FULLER: In Seven your character was dignified but also troubled. Given the dark mood of that film was it a hard one to do?

FREEMAN: Not at all. I seldom get into the mood of the story. It’s acting. I go in, I act, I quit. [laughs] I don’t take anything away from it.

FULLER: What attracted you to Moll Flanders

FREEMAN: Well let’s go back to Robin Hood. Pen Densham [co-writer of Robin Hood: Prince of Theives and writer/director of Moll Flanders] had the inspiration to create my character in both of these movies—and they are historically correct. One criticsaid of Robin Hood, “Well, I don’t know if you would have seen a black man in England in the 12h century.” That sort of sums it up: “I don’t know,” he said. Right. He didn’t know. There’s a lesson to him. The same with Moll Flanders.
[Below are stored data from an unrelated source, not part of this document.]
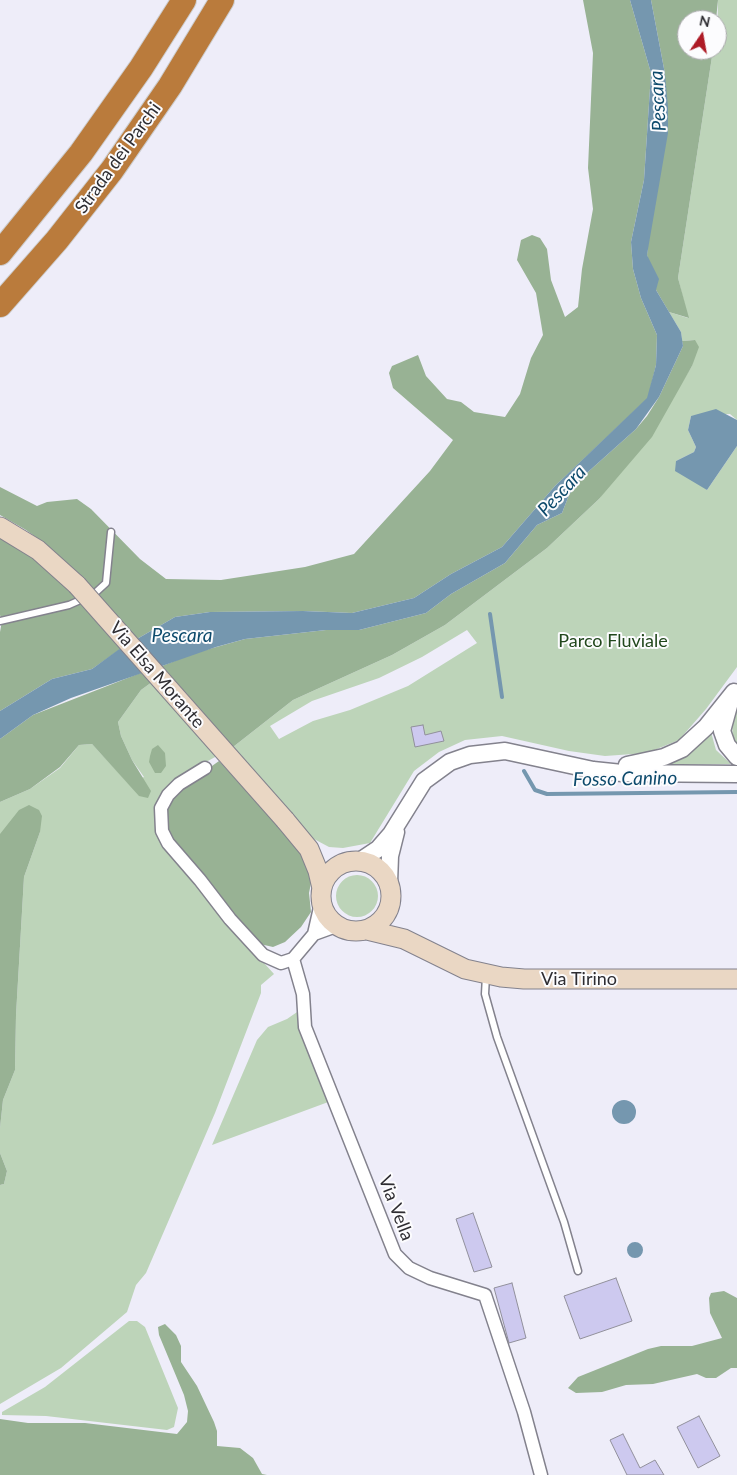 <!DOCTYPE html>
<style>
body{margin:0}
#map{position:relative;width:737px;height:1475px;overflow:hidden;background:#eeedf9;font-family:Lato,sans-serif}
canvas{display:block}
.north{position:absolute;left:677px;top:10px;width:50px;height:50px;box-sizing:border-box;background:#fcfcfe;border:1px solid #aaa9ac;border-radius:50%;rotate:12deg;font-size:14px;font-weight:700;line-height:20px;text-align:center;color:#2e2d32}
.north::after{content:'';display:block;margin:auto;width:18px;height:22px;background:#ae1b26;clip-path:polygon(50% 0,100% 100%,50% 72%,0 100%)}
</style>
<div id="map">
<canvas width="737" height="1475"></canvas>
<div class="north">N</div>
</div>
<script>
const ctx = document.querySelector('canvas').getContext('2d');
ctx.lineJoin = 'round';
function paint(path, color) { ctx.fillStyle = color; ctx.fill(path, 'evenodd'); }
const toPath = rows => new Path2D(rows.map(r => 'M' + r).join(''));
function strokePath(path, color, width, dash) { ctx.strokeStyle = color; ctx.lineWidth = width; ctx.lineCap = dash ? 'butt' : 'round'; ctx.setLineDash(dash || []); ctx.stroke(path); }
function drawText(font, color, halo, rows, align = 'center') {
  ctx.font = font + ' Lato,sans-serif'; ctx.lineWidth = 4; ctx.setLineDash([]); ctx.textBaseline = 'middle'; ctx.strokeStyle = halo; ctx.fillStyle = color; for (const [text, x, y, turn = 0] of rows) {
    ctx.save(); ctx.translate(x, y); ctx.rotate((+turn || 0) * Math.PI / 180); ctx.textAlign = isNaN(turn) ? turn : align; if (halo) ctx.strokeText(text, 0, 0); ctx.fillText(text, 0, 0); ctx.restore();
  }
}
const green = toPath([
 [718,0,737,0,737,420,730,414,691,416,688,430,696,447,694,452,676,461,707,490,737,446,737,667,706,709,679,740,647,753,605,756,569,751,502,736,465,740,439,752,414,771,370,843,343,848,329,847,314,839,299,826,233,747,293,700,392,655,445,625,547,548,599,499,681,384,692,366,694,340,682,341,681,332,669,312,688,318,678,278,713,50,717,50],
 [467,630,477,643,408,686,350,710,313,721,279,739,270,726,312,701,379,678,422,657],
 [152,682,217,756,182,775,167,787,159,797,154,812,160,838,227,922,274,974,261,985,261,993,215,1113,146,1273,136,1285,127,1312,61,1368,0,1404,0,1185,4,1184,7,1171,0,1153,0,1128,3,1100,15,1070,16,1015,24,877,40,832,0,834,0,802,30,789,60,768,79,745,92,744,129,784,144,777,132,760,121,736,118,722,141,690],
 [737,709,737,745,733,739,732,725],
 [711,732,716,750,731,764,665,765],
 '336 896a21 21 0 1 1 42 0a21 21 0 1 1-42 0Z',
 [300,1010,331,1101,212,1145,257,1040,268,1027,287,1019],
 [129,1321,137,1321,145,1327,178,1408,174,1427,167,1430,46,1416,2,1415,2,1412,45,1387]
]);
const forest = toPath([
 [583,0,630,0,651,73,644,180,631,242,633,269,641,298,657,335,656,365,648,398,555,486,502,547,451,574,414,598,352,613,303,611,210,612,175,617,137,639,84,579,47,545,26,530,0,515,0,487,37,506,47,502,77,499,91,509,140,559,166,579,221,580,305,567,354,554,430,471,453,440,393,388,389,373,392,366,418,355,426,376,447,399,461,402,474,412,505,417,520,394,531,358,543,335,536,293,517,260,521,240,532,235,540,238,547,249,551,280,565,317,578,307,582,269,593,209,588,168,593,53],
 [651,0,718,0,716,20,687,20,687,50,713,50,678,278,689,318,669,312,656,290,647,255,665,74],
 [695,340,699,347,692,366,652,437,599,499,547,548,445,625,392,655,293,700,233,747,162,666,195,653,245,639,326,630,359,630,426,613,451,594,505,563,537,525,562,513,569,495,579,480,636,429,647,416,659,397,683,346,682,341],
 [0,535,49,567,122,648,92,669,52,679,0,711,0,632,2,621,0,615],
 [143,672,152,682,141,690,118,722,121,736,132,760,151,791,148,798,139,796,92,744,79,745,60,767,30,789,0,802,0,739,33,715],
 [158,745,165,753,166,766,161,773,155,773,149,762,150,756,152,749],
 [219,761,309,859,313,873,309,893,311,912,301,927,285,942,273,947,260,944,168,839,166,808,174,793],
 [29,805,39,810,42,816,40,832,24,877,16,1015,15,1070,3,1100,0,1128,0,834,19,810],
 [0,1141,0,1153,7,1171,4,1184,0,1185],
 [724,1291,737,1298,737,1368,731,1368,716,1378,706,1378,697,1374,653,1384,626,1385,602,1392,576,1393,568,1388,578,1377,648,1349,661,1346,692,1346,722,1338,710,1313,709,1298,711,1293],
 [165,1324,176,1335,181,1346,181,1362,197,1386,214,1422,217,1431,217,1446,240,1448,253,1458,262,1474,267,1475,0,1475,0,1419,28,1423,85,1423,177,1434,187,1422,188,1411,184,1395,159,1335,158,1327]
]);
const water = toPath([
 [630,0,651,0,665,74,668,107,668,133,647,255,659,279,656,290,681,332,683,346,659,397,636,429,579,480,569,495,562,513,537,525,505,563,451,594,426,613,359,630,326,630,245,639,216,647,71,698,33,715,0,739,0,711,52,679,92,669,118,650,175,617,210,612,303,611,352,613,414,598,451,574,502,547,555,486,647,398,656,365,657,335,641,298,633,269,631,242,644,180,651,73],
 [716,409,737,420,737,446,707,490,675,471,676,461,694,452,696,447,688,430,691,416],
 '612 1112a12 12 0 1 1 24 0a12 12 0 1 1-24 0Z',
 '627 1250a8 8 0 1 1 16 0a8 8 0 1 1-16 0Z'
]);
const stream = toPath([
 [490,614,502,697],
 [524,771,535,790,547,794,737,792]
]);
const building = toPath([
 [423,725,425,735,441,731,444,741,415,747,411,727,423,725],
 [473,1213,492,1267,474,1272,456,1219,473,1213],
 [616,1278,632,1321,580,1339,564,1296,616,1278],
 [512,1283,526,1338,509,1343,494,1288,512,1283],
 [699,1416,720,1456,698,1468,677,1427,699,1416],
 [623,1434,640,1468,655,1460,664,1475,627,1475,610,1440,623,1434]
]);
const service = toPath([
 [0,621,69,605,94,594,106,583,111,532],
 [486,976,485,994,497,1037,564,1222,578,1271]
]);
const minor = toPath([
 [205,768,179,784,168,795,161,808,162,831,168,843,200,880,230,919,263,955,281,963,293,959,314,934,336,926],
 [314,934,321,903],
 [293,959,303,994,305,1027,395,1254,409,1268,430,1278,485,1295,524,1412,541,1475]
]);
const tertiary = toPath([
 [730,702,722,731,727,745,737,757],
 [627,765,664,757,682,749,706,727,734,692],
 [360,861,378,849,391,834,424,781,450,762,470,755,505,751,593,770,622,773,737,774],
 [389,883,390,856,396,832]
]);
const secondary = toPath([
 [0,527,38,550,77,585],
 [285,820,309,849,318,871,322,888],
 '321 896a35 35 0 1 1 70 0a35 35 0 1 1-70 0Z',
 [367,930,404,939,465,969,501,977,524,979,737,979]
]);
const motorway = toPath([
 [0,253,81,153,141,68,184,0],
 [0,305,57,240,112,170,170,86,222,0]
]);
const secondaryBridge = toPath([
 [77,585,285,820]
]);
const streetNames = [
 ["Strada dei Parchi",118,158,-54],
 ["Via Elsa Morante",157,675,49],
 ["Via Tirino",579,979],
 ["Via Vella",396,1208,69]
];
const parkNames = [
 ["Parco Fluviale",613,641]
];
const waterNames = [
 ["Pescara",658,101,-93],
 ["Pescara",562,491,-47],
 ["Pescara",182,636],
 ["Fosso Canino",625,779,-1]
];
paint(green, '#bdd4b9');
paint(forest, '#98b294');
paint(water, '#7597af');
strokePath(stream, '#7597af', 4);
paint(building, '#cdc9ef');
strokePath(building, '#91909b', 1);
strokePath(service, '#83828d', 9);
strokePath(minor, '#83828d', 15);
strokePath(tertiary, '#83828d', 19);
strokePath(secondary, '#83828d', 21);
strokePath(motorway, '#cdcdce', 26);
strokePath(service, '#fff', 6);
strokePath(minor, '#fff', 12);
strokePath(tertiary, '#fff', 16);
strokePath(secondary, '#ead7c4', 19);
strokePath(motorway, '#ba7b3c', 24);
strokePath(secondaryBridge, '#83828d', 21, []);
strokePath(secondaryBridge, '#ead7c4', 19);
drawText('18px', '#2e2d32', '#fcfcfe', streetNames);
drawText('18px', '#21471c', '#fcfcfe', parkNames);
drawText('italic 19px', '#0d4a6c', '#fcfcfe', waterNames);
</script>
FULLER: Do films like Robin Hood and Moll Flanders challenge you?

FREEMAN: Every job’s a challenge. The challenge is to do it and make it look right, like you belong there—wherever that is.

FULLER: It seems to me that you’re not too reflective about your career and that you don’t spend an awful a lot of time weighing what could have been and what might be. Is that a philosophy for you?
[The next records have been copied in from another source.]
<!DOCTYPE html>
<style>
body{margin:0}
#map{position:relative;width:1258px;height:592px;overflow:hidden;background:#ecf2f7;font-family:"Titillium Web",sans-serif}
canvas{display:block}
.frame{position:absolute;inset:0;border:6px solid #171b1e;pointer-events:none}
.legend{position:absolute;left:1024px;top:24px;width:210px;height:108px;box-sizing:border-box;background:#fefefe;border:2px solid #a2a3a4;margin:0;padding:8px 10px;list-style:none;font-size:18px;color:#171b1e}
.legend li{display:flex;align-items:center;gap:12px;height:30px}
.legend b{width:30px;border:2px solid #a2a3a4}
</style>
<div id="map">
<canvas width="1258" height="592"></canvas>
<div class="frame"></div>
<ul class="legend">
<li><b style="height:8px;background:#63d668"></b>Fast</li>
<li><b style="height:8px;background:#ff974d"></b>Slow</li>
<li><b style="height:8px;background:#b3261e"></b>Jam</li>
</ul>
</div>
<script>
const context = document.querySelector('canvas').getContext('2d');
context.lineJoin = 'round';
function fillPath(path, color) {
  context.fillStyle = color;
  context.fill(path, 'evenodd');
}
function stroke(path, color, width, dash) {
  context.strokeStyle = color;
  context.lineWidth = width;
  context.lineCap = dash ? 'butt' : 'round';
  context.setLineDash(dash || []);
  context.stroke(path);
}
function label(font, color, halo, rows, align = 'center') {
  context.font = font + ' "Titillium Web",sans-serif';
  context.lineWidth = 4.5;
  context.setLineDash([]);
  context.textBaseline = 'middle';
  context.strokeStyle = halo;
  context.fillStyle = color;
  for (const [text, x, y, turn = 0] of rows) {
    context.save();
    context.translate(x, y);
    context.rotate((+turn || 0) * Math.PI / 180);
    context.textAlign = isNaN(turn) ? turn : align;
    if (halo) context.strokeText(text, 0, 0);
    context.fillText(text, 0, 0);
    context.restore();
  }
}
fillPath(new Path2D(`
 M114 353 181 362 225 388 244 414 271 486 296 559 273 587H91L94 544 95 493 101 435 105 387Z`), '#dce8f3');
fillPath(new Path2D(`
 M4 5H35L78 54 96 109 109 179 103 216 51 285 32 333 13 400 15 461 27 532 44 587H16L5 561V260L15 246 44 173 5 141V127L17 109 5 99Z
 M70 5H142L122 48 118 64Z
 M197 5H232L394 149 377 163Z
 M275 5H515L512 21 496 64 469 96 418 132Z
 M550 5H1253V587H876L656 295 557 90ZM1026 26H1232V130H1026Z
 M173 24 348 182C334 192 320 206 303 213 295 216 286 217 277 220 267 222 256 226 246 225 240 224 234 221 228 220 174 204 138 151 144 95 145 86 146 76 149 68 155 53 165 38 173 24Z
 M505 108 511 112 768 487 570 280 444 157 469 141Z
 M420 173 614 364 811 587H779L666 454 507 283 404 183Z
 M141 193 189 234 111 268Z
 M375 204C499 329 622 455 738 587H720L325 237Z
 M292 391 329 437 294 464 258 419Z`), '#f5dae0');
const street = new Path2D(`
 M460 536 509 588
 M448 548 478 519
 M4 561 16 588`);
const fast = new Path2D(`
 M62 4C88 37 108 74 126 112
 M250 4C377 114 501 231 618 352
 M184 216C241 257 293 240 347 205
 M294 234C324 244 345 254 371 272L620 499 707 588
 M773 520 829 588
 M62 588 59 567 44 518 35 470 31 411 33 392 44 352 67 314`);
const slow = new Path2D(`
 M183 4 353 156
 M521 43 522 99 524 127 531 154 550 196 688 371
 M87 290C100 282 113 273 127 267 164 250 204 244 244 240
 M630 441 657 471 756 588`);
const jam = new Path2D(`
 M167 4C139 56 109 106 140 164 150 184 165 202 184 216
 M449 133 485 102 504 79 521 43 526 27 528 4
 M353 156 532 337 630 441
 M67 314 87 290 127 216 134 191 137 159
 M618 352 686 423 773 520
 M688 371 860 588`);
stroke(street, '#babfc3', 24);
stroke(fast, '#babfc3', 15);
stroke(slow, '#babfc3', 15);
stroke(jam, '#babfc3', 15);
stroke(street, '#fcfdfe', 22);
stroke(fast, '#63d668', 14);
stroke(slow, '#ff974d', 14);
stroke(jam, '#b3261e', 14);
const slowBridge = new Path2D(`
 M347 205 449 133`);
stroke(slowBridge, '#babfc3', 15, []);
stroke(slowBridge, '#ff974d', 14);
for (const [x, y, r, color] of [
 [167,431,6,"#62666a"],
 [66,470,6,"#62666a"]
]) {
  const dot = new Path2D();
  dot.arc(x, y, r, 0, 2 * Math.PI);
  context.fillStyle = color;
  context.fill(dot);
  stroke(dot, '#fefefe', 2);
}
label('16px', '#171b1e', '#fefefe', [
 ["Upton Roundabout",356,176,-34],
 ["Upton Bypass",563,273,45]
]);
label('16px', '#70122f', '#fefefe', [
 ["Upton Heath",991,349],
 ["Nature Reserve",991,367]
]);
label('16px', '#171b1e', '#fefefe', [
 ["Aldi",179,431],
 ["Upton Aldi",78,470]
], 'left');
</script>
FREEMAN: “Should, woulda, coulda—it’s all the twilight zone of the subjunctive mood.” I read that somewhere. That sums it up very well for me.

FULLER: So you like to do in other words?

FREEMAN: Right.

FULLER: And if I can ask you to be a bit reflective, are you happy with the way things have gone?

FREEMAN: Ecstatic. It couldn’t be better.

FULLER: After all these years you’ve decided to make your home in Mississippi. You haven’t strayed too far from your roots.

FREEMAN: I have on a level. In other words, my roots were pretty far removed from high income. It’s interesting to be back there at the level of income I have now, at this stage in my life. Growing up in Mississippi, I realized that it was separate and unequal and all that, but it was still a safe place.

FULLER: Do you have family?

FREEMAN: I have four children and nine grandchildren. I’m presently wearing out my second wife.

FULLER: What’s her name?

FREEMAN: Her name is Myrna Colley-Lee. She’s a costume designer, currently working at the Crossroads Theater in New
Jersey.

FULLER: It sounds like things are going well for you. I hope we see a lot more of you.

FREEMAN: Thank you. So do I.

THIS INTERVIEW ORIGINALLY RAN IN THE JUNE 1996 ISSUE OF INTERVIEW.